Here’s an example showing why a judgment lien on your home is dangerous, and how bankruptcy can solve this problem.
The last two blog posts have been about judgment liens on a home: the trouble they cause and how bankruptcy gets rid of them.
Today we’ll give examples both of judgment lien trouble and of bankruptcy’s solution.
The Trouble Caused by a Judgment Lien
Brent and Sandra Taylor own a $290,000 home with a $250,000 mortgage. They have a lot of other debt. Besides the mortgage they owe mostly medical bills and credit cards—$80,000 and $55,000 of them, respectively, $135,000 altogether.
One collection agency collecting on $20,000 of the medical bills sued them six months ago. Brent and Sandra didn’t respond to the lawsuit. They figured they definitely owed those medical bills and so had no reason to respond or object. Plus they had nothing to offer in settlement, either as a lump sum or in monthly payments.

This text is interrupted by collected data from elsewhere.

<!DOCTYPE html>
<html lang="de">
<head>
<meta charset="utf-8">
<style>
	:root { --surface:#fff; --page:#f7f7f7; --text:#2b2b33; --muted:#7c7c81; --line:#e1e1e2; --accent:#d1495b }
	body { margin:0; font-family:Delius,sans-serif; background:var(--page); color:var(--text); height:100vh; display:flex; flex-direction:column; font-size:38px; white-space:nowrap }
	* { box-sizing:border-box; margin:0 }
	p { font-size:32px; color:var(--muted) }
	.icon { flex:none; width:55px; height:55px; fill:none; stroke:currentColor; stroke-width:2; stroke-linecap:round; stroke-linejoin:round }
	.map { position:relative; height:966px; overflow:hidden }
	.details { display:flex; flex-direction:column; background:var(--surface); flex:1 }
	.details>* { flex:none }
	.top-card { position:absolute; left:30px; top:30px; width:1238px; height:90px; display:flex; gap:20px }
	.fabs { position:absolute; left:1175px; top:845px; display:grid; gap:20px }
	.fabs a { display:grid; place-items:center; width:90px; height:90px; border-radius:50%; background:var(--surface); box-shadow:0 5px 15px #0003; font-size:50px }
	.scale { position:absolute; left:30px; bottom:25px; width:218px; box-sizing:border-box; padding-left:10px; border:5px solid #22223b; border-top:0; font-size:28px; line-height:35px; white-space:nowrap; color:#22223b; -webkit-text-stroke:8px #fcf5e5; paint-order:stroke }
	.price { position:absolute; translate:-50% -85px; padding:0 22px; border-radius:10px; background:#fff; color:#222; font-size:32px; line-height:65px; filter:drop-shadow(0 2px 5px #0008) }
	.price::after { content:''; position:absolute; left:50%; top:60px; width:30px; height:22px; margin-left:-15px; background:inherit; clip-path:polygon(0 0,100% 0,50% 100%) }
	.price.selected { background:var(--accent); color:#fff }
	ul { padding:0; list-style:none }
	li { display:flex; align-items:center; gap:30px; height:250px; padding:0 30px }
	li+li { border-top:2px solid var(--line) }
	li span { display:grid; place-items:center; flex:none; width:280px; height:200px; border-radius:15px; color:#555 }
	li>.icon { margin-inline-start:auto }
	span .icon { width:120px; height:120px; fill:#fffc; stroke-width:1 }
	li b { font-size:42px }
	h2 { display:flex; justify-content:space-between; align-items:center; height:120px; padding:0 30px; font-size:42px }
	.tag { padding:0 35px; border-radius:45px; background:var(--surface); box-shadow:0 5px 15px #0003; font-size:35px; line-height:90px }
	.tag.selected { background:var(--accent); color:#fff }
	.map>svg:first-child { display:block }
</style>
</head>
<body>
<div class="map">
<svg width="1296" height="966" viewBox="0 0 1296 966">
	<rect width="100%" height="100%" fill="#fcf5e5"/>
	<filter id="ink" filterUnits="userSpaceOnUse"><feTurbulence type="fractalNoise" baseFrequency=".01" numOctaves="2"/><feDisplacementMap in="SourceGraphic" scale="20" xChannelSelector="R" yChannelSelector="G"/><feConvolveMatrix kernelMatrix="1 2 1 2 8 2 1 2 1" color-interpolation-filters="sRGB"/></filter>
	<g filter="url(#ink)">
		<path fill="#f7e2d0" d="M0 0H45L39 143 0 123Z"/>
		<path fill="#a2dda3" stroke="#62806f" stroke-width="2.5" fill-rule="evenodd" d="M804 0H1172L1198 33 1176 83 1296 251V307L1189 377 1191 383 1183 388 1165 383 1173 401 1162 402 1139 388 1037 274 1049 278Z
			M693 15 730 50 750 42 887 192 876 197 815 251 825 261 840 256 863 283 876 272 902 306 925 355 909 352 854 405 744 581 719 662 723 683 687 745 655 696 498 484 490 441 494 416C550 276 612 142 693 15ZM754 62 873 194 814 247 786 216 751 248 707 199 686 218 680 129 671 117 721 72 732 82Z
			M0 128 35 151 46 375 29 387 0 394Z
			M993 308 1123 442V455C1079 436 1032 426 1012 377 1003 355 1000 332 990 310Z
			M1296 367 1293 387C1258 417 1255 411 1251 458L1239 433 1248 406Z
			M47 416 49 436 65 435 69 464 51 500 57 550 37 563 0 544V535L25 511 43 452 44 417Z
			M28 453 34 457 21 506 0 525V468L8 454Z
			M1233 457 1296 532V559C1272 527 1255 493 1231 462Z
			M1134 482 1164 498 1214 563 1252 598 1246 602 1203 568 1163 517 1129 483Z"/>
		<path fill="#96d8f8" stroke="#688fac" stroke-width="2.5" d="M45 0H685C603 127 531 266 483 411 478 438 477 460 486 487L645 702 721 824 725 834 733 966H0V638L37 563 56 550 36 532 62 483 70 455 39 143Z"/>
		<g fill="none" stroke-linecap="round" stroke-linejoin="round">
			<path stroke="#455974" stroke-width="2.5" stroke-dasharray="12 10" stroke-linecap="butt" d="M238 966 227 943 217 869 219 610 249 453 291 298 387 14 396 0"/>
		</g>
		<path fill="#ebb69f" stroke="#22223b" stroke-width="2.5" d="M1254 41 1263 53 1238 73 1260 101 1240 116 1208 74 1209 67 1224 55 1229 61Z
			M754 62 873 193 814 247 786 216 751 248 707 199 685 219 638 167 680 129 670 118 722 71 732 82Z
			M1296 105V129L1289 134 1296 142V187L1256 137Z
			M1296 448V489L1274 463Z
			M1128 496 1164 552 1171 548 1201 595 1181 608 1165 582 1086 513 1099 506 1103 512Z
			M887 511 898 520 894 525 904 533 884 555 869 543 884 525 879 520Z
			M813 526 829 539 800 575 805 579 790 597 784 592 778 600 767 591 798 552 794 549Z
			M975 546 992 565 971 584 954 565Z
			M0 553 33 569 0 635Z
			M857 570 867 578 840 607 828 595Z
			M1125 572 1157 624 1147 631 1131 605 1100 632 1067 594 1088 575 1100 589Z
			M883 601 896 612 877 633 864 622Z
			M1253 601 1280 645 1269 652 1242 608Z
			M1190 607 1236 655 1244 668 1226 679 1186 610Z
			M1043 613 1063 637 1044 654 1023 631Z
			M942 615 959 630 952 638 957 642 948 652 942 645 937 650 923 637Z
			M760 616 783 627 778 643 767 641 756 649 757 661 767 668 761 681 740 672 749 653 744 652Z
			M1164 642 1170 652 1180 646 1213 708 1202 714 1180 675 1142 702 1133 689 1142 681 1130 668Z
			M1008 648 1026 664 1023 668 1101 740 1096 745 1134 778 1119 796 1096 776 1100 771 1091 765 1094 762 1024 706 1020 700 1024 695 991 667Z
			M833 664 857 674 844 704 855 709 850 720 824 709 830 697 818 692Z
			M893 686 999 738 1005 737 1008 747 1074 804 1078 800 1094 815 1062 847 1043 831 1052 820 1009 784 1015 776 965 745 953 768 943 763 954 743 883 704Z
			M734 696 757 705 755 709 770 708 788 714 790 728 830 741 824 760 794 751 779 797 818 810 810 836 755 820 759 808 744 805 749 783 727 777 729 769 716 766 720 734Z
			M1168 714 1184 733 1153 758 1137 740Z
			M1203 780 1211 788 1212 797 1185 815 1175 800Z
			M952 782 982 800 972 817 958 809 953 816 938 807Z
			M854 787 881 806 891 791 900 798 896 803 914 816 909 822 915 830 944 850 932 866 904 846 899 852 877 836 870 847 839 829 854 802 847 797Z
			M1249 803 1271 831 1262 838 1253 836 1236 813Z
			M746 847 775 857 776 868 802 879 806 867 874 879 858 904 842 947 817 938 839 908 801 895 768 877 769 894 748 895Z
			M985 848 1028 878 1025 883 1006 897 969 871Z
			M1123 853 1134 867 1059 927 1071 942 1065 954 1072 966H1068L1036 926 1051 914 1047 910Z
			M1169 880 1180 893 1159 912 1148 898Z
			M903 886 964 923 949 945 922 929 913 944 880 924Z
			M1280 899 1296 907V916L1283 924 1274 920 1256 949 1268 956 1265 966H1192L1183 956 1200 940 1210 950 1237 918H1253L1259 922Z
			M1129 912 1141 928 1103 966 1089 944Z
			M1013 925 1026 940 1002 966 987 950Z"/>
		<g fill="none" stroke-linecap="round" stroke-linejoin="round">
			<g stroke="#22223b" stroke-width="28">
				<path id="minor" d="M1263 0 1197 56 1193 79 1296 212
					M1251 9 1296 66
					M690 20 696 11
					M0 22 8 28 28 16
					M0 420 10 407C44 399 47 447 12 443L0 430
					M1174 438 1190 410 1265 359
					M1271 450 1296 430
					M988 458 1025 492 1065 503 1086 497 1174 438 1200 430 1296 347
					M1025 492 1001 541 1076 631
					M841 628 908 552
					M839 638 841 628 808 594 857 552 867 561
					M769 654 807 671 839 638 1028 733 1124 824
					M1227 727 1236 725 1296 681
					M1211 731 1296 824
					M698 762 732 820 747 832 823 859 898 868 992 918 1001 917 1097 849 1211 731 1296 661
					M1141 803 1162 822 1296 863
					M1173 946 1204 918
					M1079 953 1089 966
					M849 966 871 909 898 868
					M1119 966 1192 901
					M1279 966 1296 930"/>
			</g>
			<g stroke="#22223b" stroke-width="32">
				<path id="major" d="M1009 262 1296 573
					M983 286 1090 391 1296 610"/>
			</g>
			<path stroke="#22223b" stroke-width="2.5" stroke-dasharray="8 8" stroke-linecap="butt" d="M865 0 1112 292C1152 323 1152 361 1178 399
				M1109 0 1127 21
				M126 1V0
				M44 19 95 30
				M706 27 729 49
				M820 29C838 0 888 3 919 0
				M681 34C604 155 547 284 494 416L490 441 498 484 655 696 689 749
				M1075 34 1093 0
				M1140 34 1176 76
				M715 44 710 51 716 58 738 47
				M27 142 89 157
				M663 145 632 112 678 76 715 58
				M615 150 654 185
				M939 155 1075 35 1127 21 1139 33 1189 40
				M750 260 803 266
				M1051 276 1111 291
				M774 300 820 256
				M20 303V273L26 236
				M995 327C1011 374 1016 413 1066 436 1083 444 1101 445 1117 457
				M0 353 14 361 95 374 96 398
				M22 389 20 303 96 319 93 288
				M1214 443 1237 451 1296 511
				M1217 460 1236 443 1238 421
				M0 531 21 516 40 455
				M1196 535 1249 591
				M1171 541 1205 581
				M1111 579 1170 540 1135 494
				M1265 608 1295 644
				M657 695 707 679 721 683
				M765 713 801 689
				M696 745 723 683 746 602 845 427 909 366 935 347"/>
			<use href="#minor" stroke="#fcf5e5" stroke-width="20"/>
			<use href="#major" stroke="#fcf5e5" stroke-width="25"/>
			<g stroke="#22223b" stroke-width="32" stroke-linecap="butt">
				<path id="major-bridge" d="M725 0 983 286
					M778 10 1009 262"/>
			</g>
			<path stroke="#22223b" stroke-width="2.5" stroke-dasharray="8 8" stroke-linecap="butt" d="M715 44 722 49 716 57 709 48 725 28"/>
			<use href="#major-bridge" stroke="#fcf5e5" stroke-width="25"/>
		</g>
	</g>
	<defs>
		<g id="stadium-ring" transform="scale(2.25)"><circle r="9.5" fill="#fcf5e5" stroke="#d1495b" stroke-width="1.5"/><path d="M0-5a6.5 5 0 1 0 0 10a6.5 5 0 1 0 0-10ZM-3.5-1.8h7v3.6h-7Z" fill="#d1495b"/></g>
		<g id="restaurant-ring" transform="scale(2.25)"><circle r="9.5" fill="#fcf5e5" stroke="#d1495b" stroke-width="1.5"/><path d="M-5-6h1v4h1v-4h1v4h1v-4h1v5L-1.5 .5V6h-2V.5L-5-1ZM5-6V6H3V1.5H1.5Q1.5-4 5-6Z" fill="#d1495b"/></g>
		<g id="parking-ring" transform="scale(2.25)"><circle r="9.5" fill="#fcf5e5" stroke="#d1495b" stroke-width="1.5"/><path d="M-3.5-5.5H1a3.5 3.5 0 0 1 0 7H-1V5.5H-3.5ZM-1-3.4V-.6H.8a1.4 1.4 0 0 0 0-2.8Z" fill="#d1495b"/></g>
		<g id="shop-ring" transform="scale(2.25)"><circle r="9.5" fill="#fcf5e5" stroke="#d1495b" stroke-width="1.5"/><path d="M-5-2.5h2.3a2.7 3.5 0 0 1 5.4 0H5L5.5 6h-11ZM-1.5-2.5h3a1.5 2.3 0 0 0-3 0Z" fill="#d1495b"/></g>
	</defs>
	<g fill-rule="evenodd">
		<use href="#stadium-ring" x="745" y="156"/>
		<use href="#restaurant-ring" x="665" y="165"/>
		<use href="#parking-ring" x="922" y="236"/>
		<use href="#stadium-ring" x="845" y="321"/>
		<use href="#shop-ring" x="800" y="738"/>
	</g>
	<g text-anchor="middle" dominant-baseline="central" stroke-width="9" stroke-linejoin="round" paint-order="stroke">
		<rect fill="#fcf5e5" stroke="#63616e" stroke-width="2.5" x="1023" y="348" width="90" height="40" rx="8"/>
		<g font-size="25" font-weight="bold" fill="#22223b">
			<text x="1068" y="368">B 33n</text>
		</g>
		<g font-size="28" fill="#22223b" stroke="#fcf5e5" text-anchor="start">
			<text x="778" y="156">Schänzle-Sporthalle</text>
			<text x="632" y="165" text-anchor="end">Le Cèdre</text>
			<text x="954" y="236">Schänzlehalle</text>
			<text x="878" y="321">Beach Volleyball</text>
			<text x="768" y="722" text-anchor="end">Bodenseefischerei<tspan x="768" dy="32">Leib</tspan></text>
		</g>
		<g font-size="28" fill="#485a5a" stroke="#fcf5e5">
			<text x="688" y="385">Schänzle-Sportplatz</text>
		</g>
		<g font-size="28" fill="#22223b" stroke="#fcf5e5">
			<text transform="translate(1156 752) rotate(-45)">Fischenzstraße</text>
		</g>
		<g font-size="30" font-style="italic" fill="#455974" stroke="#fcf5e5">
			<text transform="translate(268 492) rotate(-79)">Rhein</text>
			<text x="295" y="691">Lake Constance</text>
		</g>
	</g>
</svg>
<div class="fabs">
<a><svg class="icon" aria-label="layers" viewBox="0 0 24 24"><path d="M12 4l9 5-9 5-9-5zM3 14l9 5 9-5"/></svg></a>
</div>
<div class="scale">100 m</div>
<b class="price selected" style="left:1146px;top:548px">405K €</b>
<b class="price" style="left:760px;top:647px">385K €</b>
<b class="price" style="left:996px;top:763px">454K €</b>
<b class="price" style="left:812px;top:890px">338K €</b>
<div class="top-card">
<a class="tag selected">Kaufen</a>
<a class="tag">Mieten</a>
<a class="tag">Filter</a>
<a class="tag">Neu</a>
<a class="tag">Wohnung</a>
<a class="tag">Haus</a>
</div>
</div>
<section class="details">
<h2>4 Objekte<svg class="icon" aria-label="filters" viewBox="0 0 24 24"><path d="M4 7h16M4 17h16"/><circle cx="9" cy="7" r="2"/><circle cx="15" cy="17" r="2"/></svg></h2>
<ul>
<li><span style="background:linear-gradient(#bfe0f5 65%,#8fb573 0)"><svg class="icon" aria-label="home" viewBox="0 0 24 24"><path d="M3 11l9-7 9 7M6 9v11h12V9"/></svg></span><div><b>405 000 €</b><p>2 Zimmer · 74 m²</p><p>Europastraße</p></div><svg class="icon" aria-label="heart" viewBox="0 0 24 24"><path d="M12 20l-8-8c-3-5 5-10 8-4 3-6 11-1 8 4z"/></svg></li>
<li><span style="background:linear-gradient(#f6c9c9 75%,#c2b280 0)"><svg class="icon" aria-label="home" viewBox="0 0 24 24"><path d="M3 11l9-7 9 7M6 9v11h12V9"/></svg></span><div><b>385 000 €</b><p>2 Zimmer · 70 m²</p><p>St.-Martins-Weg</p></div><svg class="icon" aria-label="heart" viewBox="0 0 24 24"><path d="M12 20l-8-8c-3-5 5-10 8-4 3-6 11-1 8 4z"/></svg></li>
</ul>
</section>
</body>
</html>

They didn’t realize that in their state, like in many states, a judgment automatically turns into a judgment lien on real estate owned by the judgment debtor. The collection company recently informed them there was a judgment lien on their home in the amount of $22,500. The extra amount was for the collection agency’s attorney fees and other legal costs, plus ongoing interest.
The Taylors are now getting calls from the collection agency making them believe they’re going to lose their home. They’ve gotten the impression that the judgment lien can be foreclosed on since they have enough equity in the home to cover it. They’ve been pressured to refinance or sell their home. Because of their debts and inadequate equity, they can’t qualify for any refinancing. So they think they have to sell the home.
Even if the Taylors would somehow succeed in getting refinancing, they would have to pay off the judgment lien from the refinancing proceeds. That would just about wipe out their equity.(Again, this makes a refinancing virtually out of the question.)
Or if they would sell their home, the judgment lien would have to be paid in full out of the sale proceeds. That’s because valid judgment liens must be paid before the homeowners get anything from the property. After paying off the judgment lien and other costs of sale, they would have very little left over to get new housing. Certainly nowhere near enough for the down payment on a home; likely barely enough for a few months of rent.
Brent and Sandra hate the whole idea of selling their home. In their housing market renting would cost more, especially when accounting for the mortgage interest tax deduction. Plus they know it would be many years before they could again qualify for a mortgage, especially with tighter financing standards these days.
Partly Saved by the Homestead Exemption
So they go to see a bankruptcy lawyer. The first thing they learn is that they are entitled to a homestead exemption that provides certain protections for their home equity.
Assume that in their state their homestead exemption amount is $50,000. (These amounts vary widely so you need to find out from an attorney how much you qualify for. Determining this can often be more complicated than you think.)
One protection that $50,000 homestead exemption provides is that the collection agency actually can’t foreclose on the judgment lien. (The collection agency purposely gave Brent and Sandra the wrong impression on this.) The collection agency can’t foreclose because Brent and Sandra have $40,000 in equity ($290,000 home value minus the $250,000 mortgage). All of that $40,000 of equity is protected by the $50,000 homestead exemption.
But that still leaves Brent and Sandra with a judgment lien, increasing over time, which would have to be paid in full whenever they sell the home. And they still also have all the rest of their debts, most of which they are far behind on. Before long will come more lawsuits, and more judgment liens.
Judgment Lien Avoidance
As explained in our last blog post, if the Taylors filed a bankruptcy case, the judgment lien could be “avoided.” It could be completely taken off their home’s title.
That’s because all of that $22,500+ judgment lien “impairs” their homestead exemption. That is, all of the equity that this judgment lien eats into is protected by the Taylor’s $50,000 homestead exemption.
The Good Conclusion
So, if they filed a Chapter 7 “straight bankruptcy” case, most likely Brent and Sandra would be able to discharge (permanently write off) all their $135,000 or so in medical and credit card debts. They would “avoid” the $22,500+ judgment lien so it would be permanently off their home title. Because they want to keep their home they would continue owing and paying their mortgage.
But they would have no other debts, and no judgment lien. Brent and Sandra Taylor would have a fresh financial start.